2D: Most Mazes, either on paper or life size, are this dimension, in which it's always possible to display the plan on the sheet of paper and navigate it without overlapping any other passages in the Maze. 3D: A three dimensional Maze is one with multiple levels, where (in the orthogonal case at least) passages may go up and down in addition to the four compass directions. A 3D Maze is often displayed as an array of 2D levels, with "up" and "down" staircase indicators. Higher dimensions: It's possible to have 4D and higher dimension Mazes. These are sometimes rendered as 3D Mazes, with special "portals" to travel through the 4th dimension, e.g. "past" and "future" portals. Weave: A weave Maze is basically a 2D (or more accurately a 2.5D) Maze, but where passages can overlap each other. In display it's generally obvious what's a dead end and what's a passage that goes underneath another. Life size Mazes that have bridges connecting one portion of the Maze to another are partially Weave.

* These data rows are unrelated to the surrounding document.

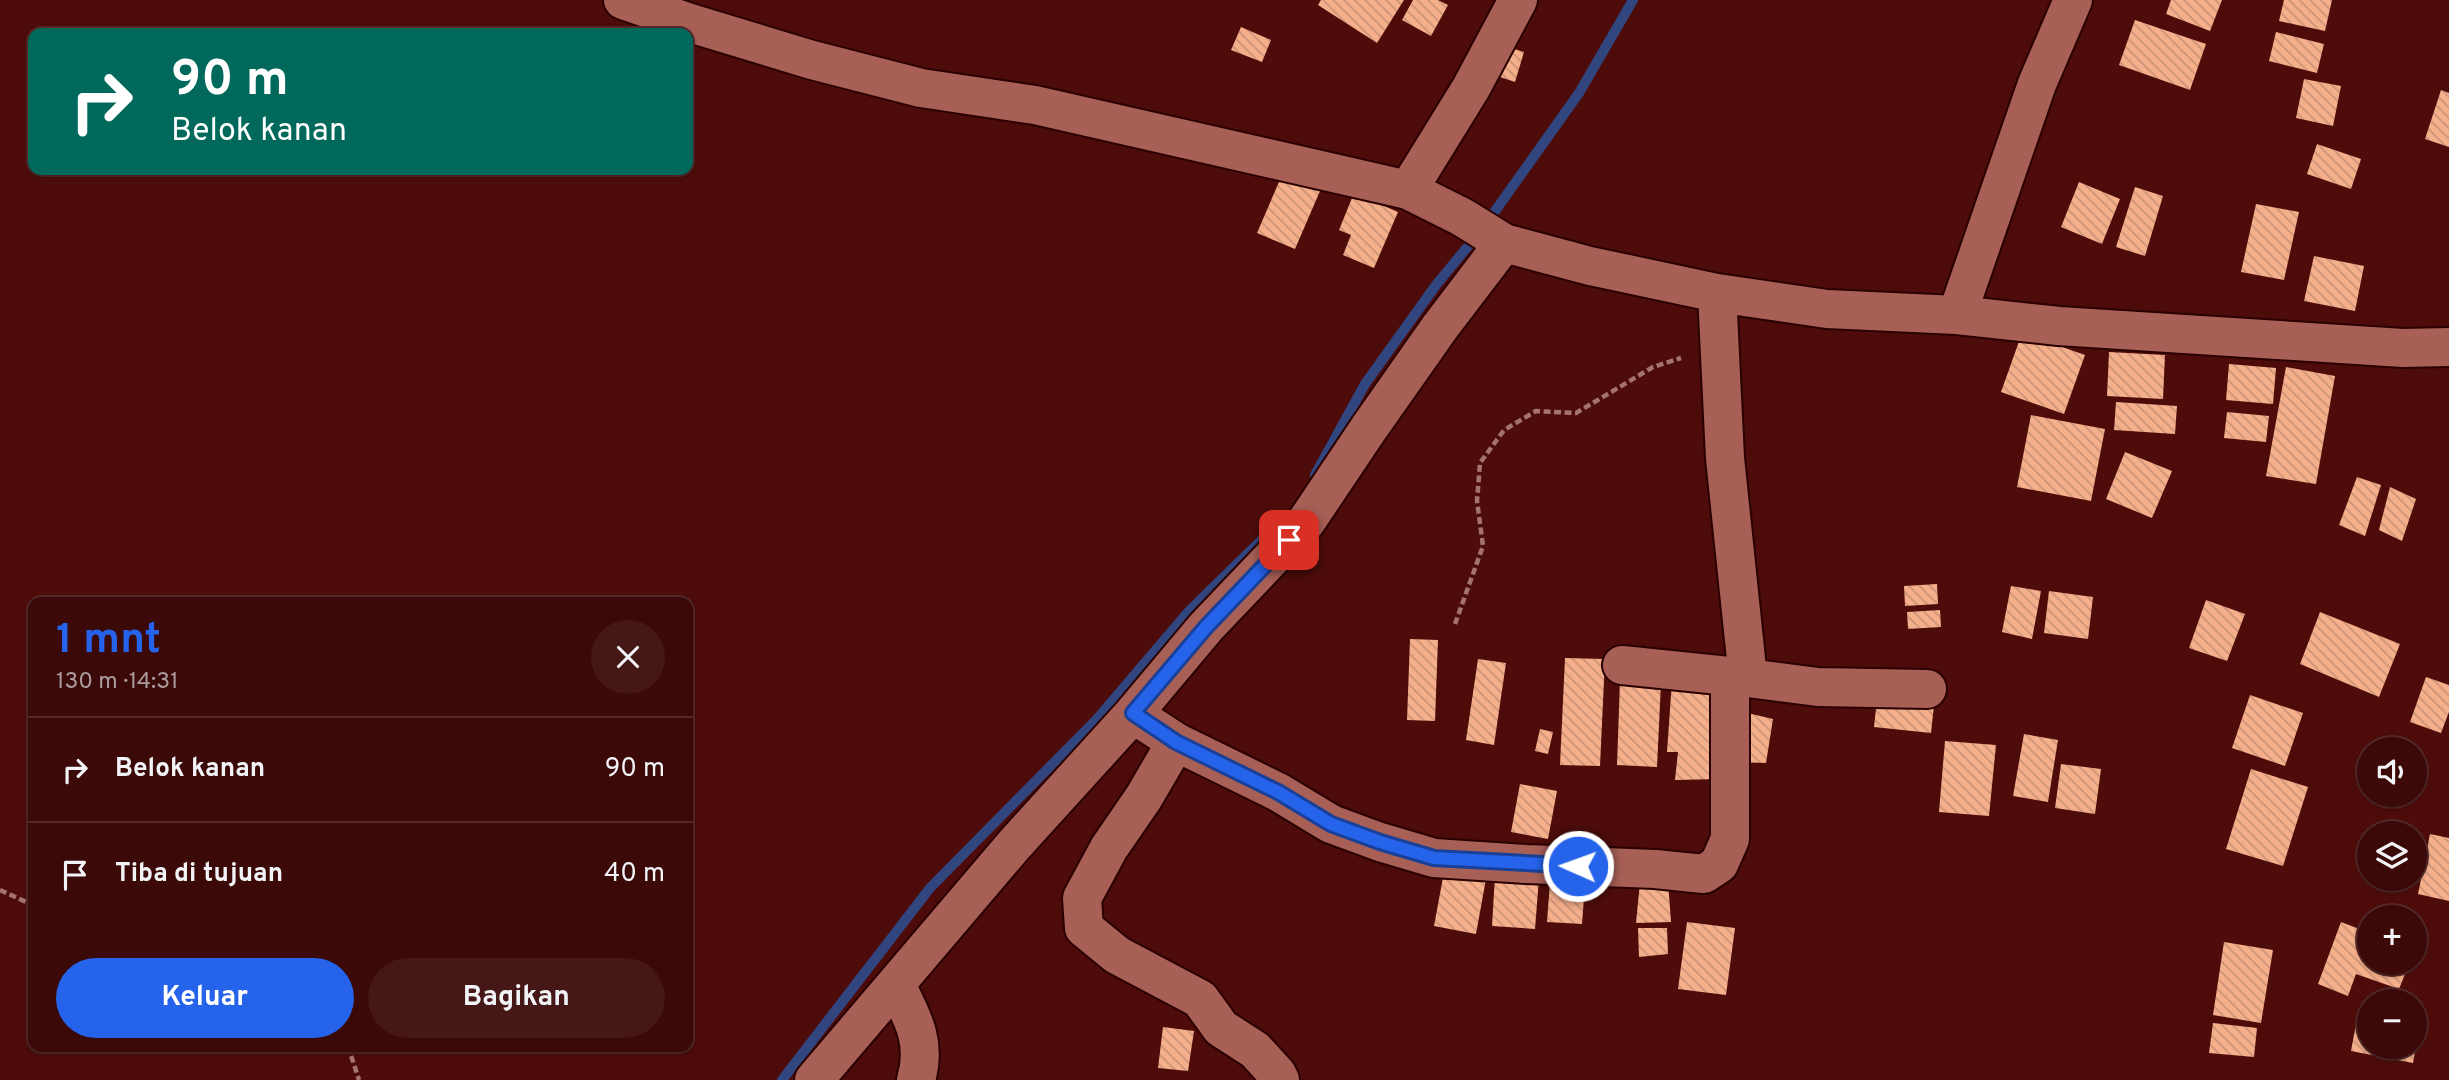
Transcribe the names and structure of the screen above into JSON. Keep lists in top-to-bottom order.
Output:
{
  "page": {
    "turn": ["90 m", "Belok kanan"],
    "heading": ["1 mnt", "130 m · 14:31"],
    "list": [
      {
        "name": "Belok kanan",
        "value": "90 m"
      },
      {
        "name": "Tiba di tujuan",
        "value": "40 m"
      }
    ],
    "map_buttons": ["+", "−"],
    "buttons": ["Keluar", "Bagikan"]
  }
}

Hyperdimension: The hyperdimension class refers to the dimension of the object you move through the Maze, as opposed to the dimension of the Maze environment itself. Types are:

Non-hypermaze: Virtually all Mazes, even those in higher dimensions or with special rules, are normal non-hypermazes. In them you work with a point or small object, such as a marble or yourself, which you move from point to point, and the path behind you forms a line. There's an easily countable number of choices at each point. Hypermaze: A hypermaze is where the solving object is more than just a point. A standard hypermaze (or a hypermaze of the 1st order) consists of a line where as you bend and move it the path behind it forms a surface. A hypermaze can only exist in a 3D or higher dimension environment, where the entrance to a hypermaze is also a line instead of a point. A hypermaze is fundamentally different since you need to be aware of and work with multiple parts along the line at the same time, where there's nearly an infinite number of states and things you can do with the line at any time. The solving line is infinite, or the endpoints are fixed outside of the hypermaze, to prevent one from crumpling the line into a point, which could then be treated as a non-hypermaze. Hyperhypermaze: Hypermazes can be of arbitrarily high dimension. A hyperhypermaze (or a hypermaze of the 2nd order) increases the dimension of the solving object again. Here the solving object is a plane, where as you move it the path behind you forms a solid. A hyperhypermaze can only exist in a 4D or higher dimension environment.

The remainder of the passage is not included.